Stolz griff Stefan in die Innentasche der Jeansjacke und zog seinen Joker hervor. Heike starrte verdutzt auf das in Leder gebundene Büchlein.
»Was ist das?«, fragte sie und streckte die Hand danach aus.
»Mein Fahrschein zu Gembowsky«, grinste Stefan. »Das ist Rolf Spielbergs persönliches Adressbuch. Möglicherweise hat er die genaue Anschrift seines Lieblingsfreundes Gembowsky notiert.«
»Woher ...« stotterte Heike und blätterte im Buch herum. »Woher hast du die Kladde?«
»Aus seinem Haus. Ich konnte sie verschwinden lassen, bevor das Unheil seinen Lauf nahm.« Sein Grinsen wurde noch eine Spur breiter.
»Stefan«, sagte die Reporterin vorwurfsvoll. »Das ist Diebstahl.«
»Nein.« Er winkte ab. »Es dient mir lediglich zur Beweisaufnahme. Als Mitarbeiter der Wupperwelle habe ich ein berechtigtes Interesse daran, dass der Erpresser so schnell wie möglich aufgetrieben wird.« Stefan zog die Mundwinkel nach unten. »Bevor der guten alten Schwebebahn etwas zustößt und unschuldige Fahrgäste dran glauben müssen.«
»Du bist größenwahnsinnig«, stellte Heike unbeeindruckt fest und reichte ihm das Buch zurück. »Es ist Sache der Polizei, den ...«
Weiter kamen sie nicht.
Das Handy in seiner Jackentasche schlug an. Als er stirnrunzelnd auf das Display blickte, stellte er fest, dass ihn jemand aus der Redaktion anrief. »Eckhardt«, brummte Stefan und nahm den Anruf an.

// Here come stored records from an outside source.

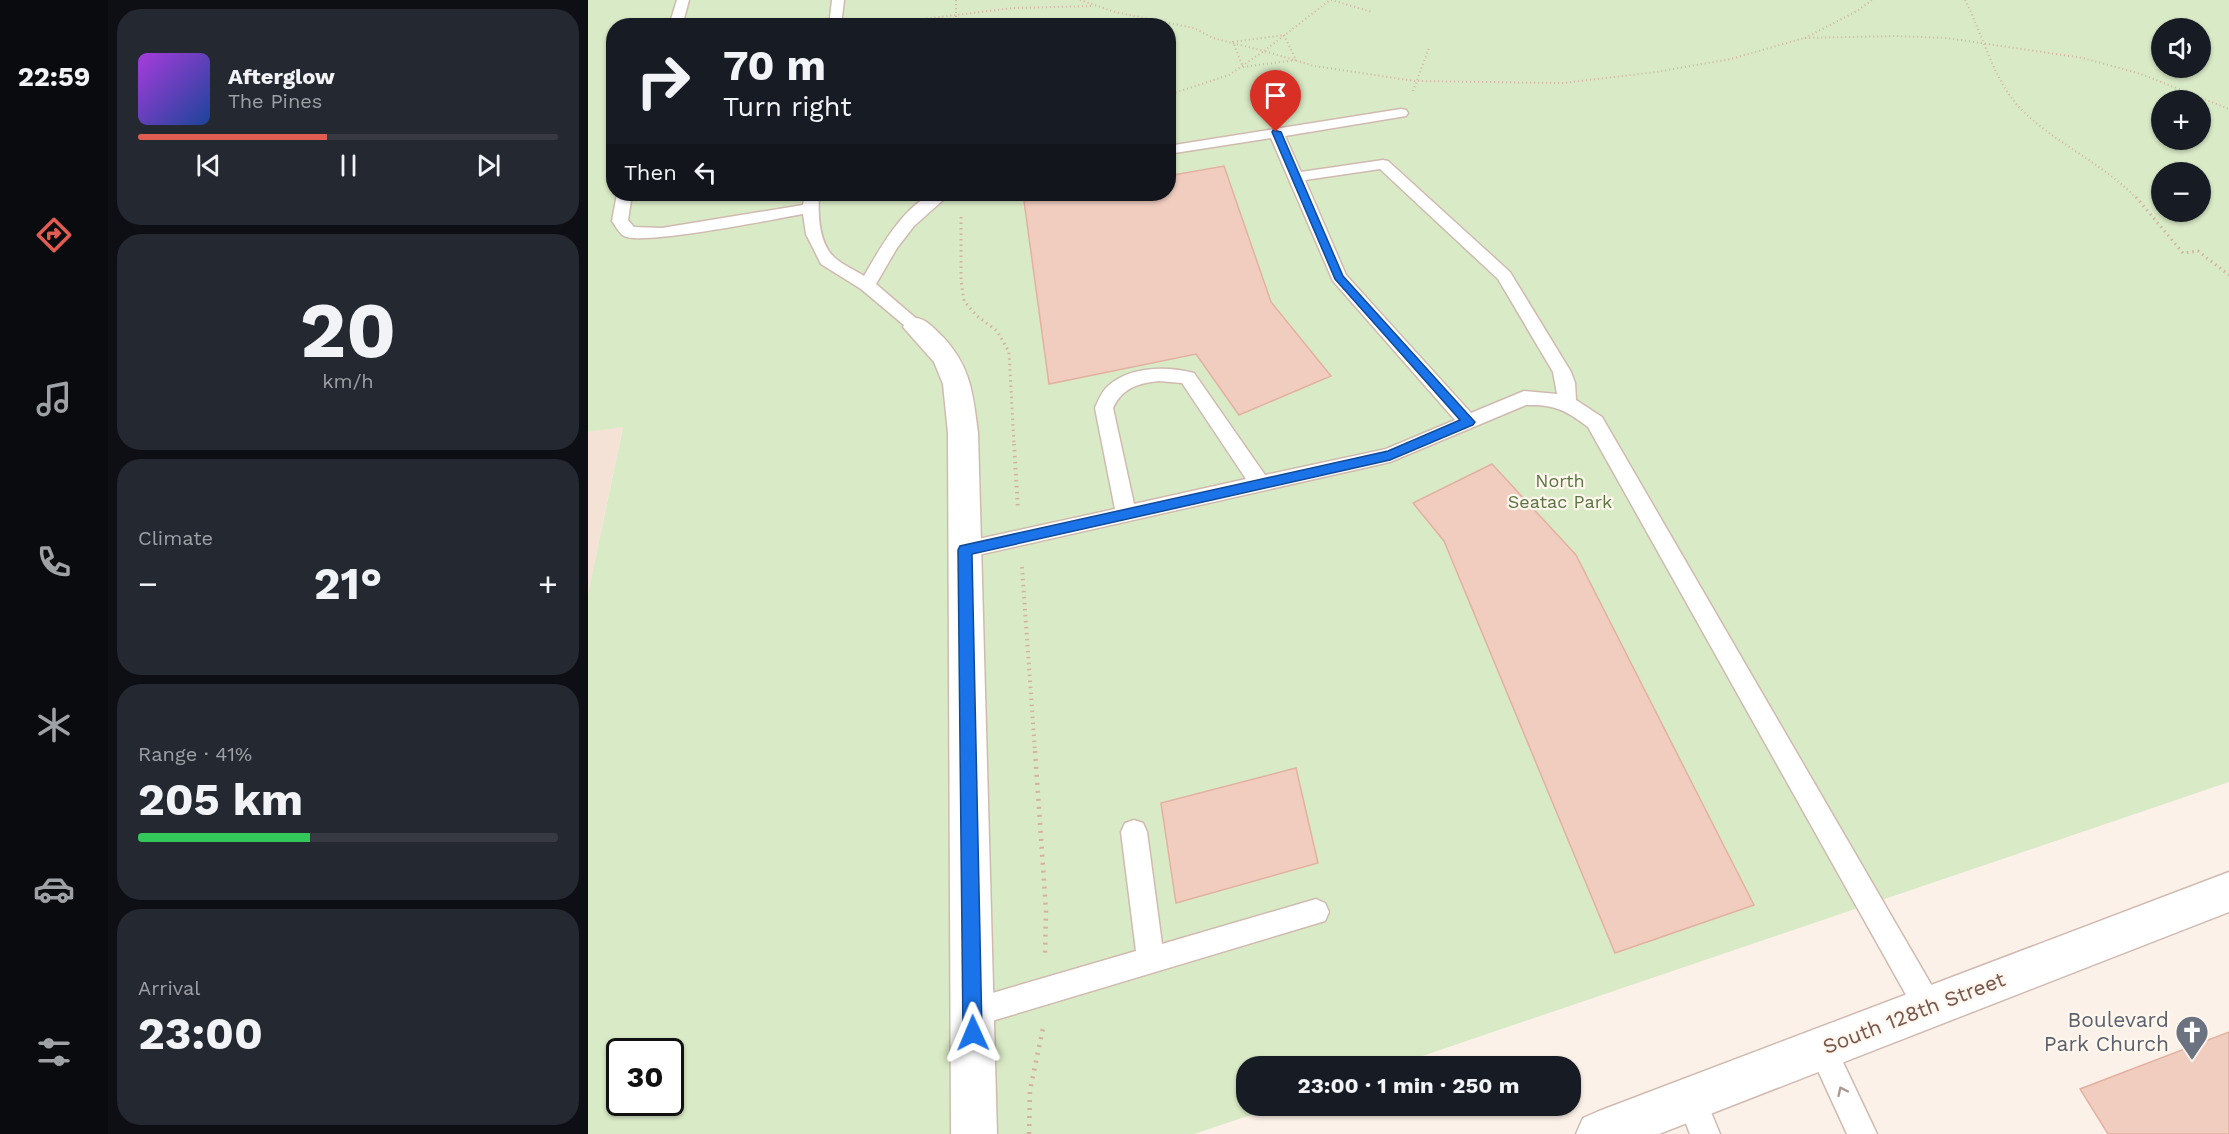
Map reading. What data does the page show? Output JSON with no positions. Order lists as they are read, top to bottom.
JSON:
{
  "streets": {
    "street": ["South 128th Street"]
  },
  "parks": ["North Seatac Park"],
  "places": {
    "church": ["Boulevard Park Church"]
  },
  "page": {
    "tabs": "22:59",
    "map_buttons": ["+", "−"],
    "turn": ["70 m", "Turn right"],
    "song": ["Afterglow", "The Pines"],
    "then": "Then",
    "tile": [
      ["20", "km/h"],
      "Climate",
      ["Range · 41%", "205 km"],
      ["Arrival", "23:00"]
    ],
    "heat": ["−", "21°", "+"],
    "limit": "30",
    "trip": "23:00 · 1 min · 250 m"
  }
}
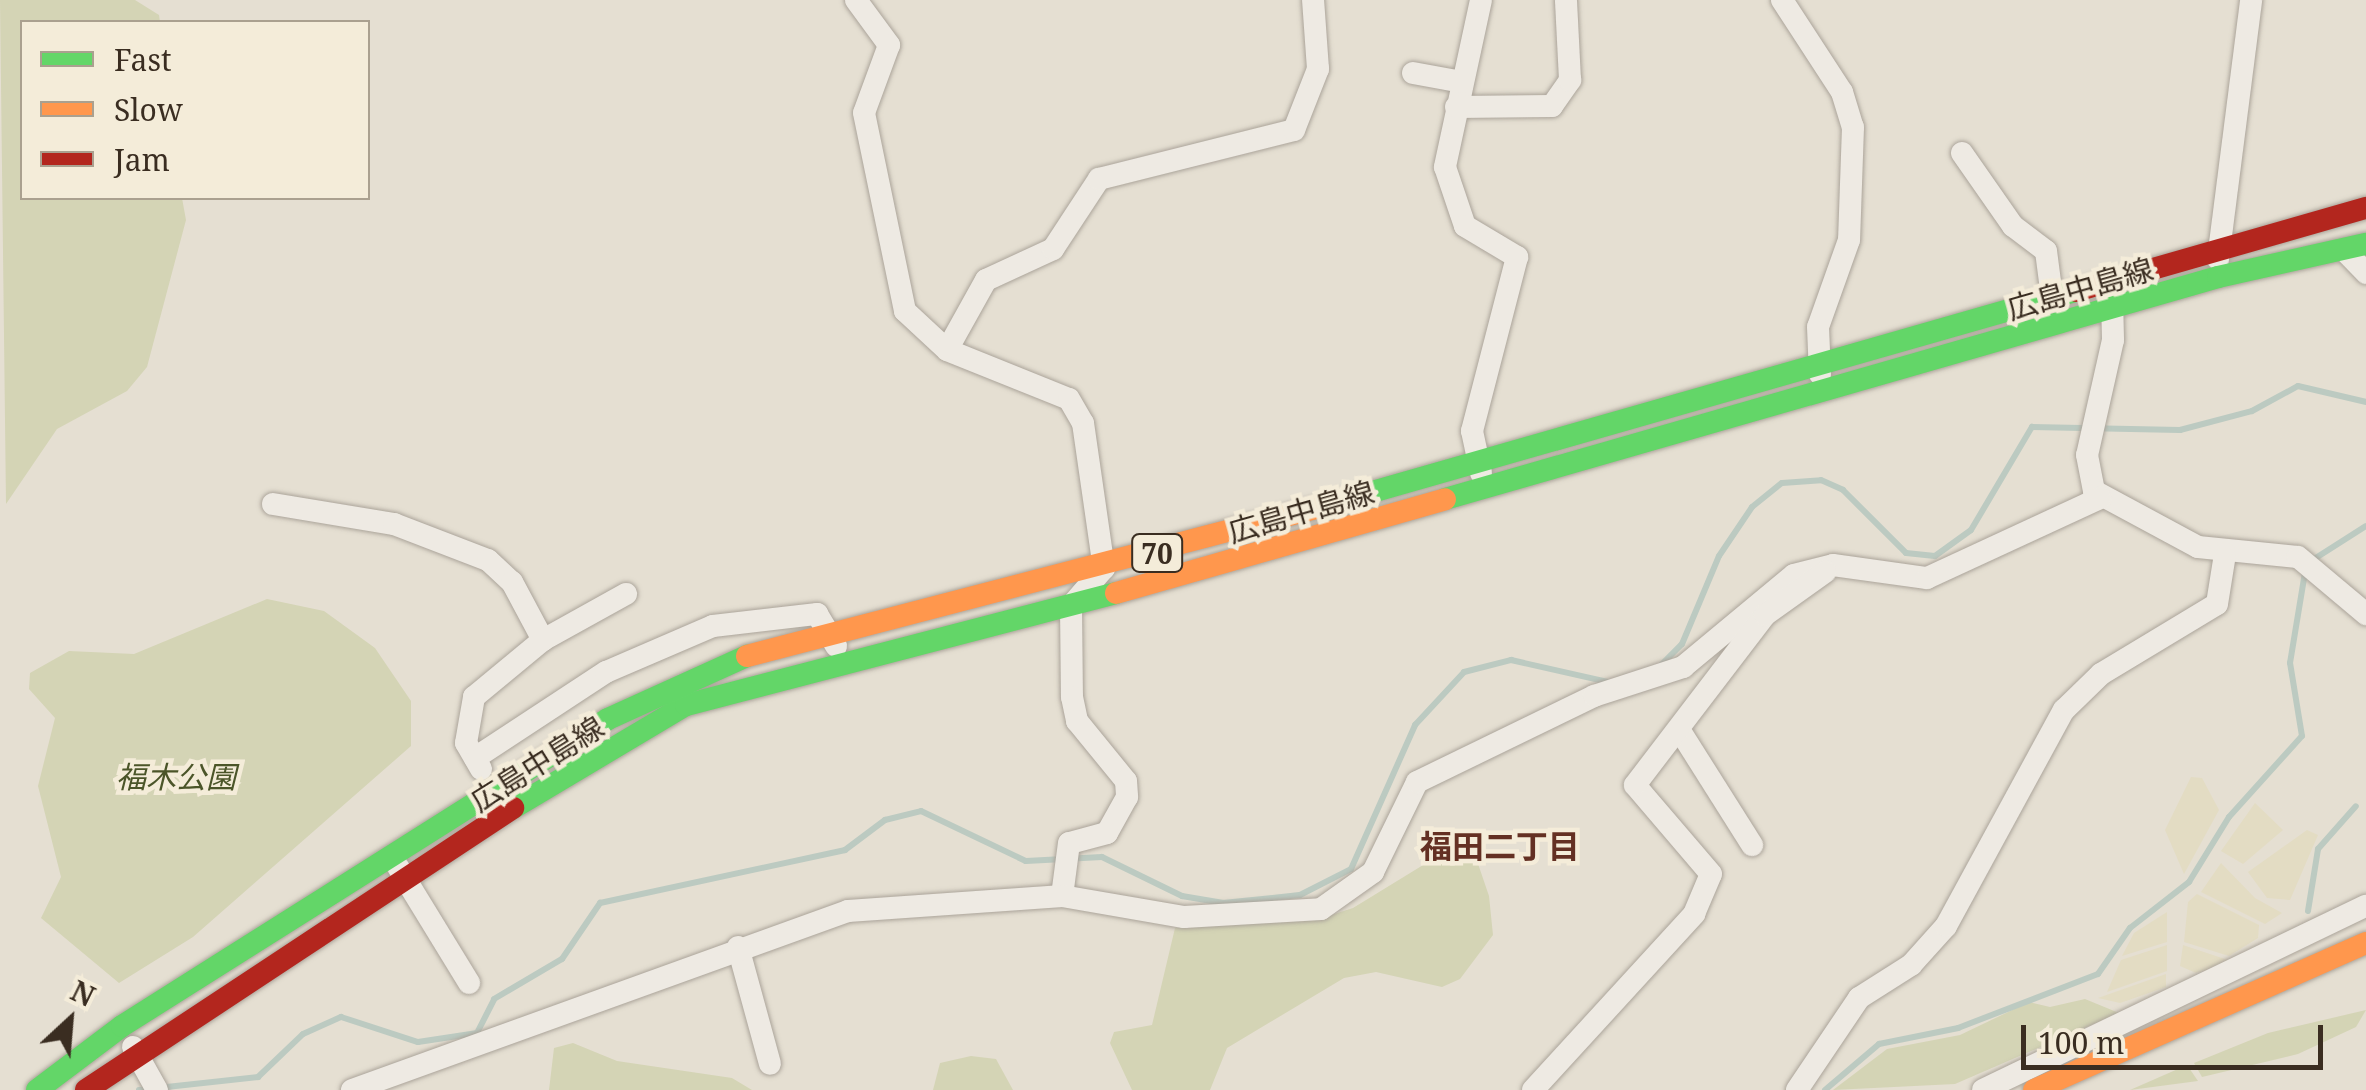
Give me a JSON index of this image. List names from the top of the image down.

»Sie müssen sofort los«, fiel dieser mit der Tür ins Haus. »Ich habe keine Leute, und Frau Göbel ist nach der Sendung sofort verschwunden. Sie müssen nach Vohwinkel!« Der Chefredakteur schien völlig aufgelöst zu sein.
»Was ist denn überhaupt passiert?«, fragte Stefan geduldig.
»Diese Schweine haben ihre Drohung wahrgemacht«, erwiderte er.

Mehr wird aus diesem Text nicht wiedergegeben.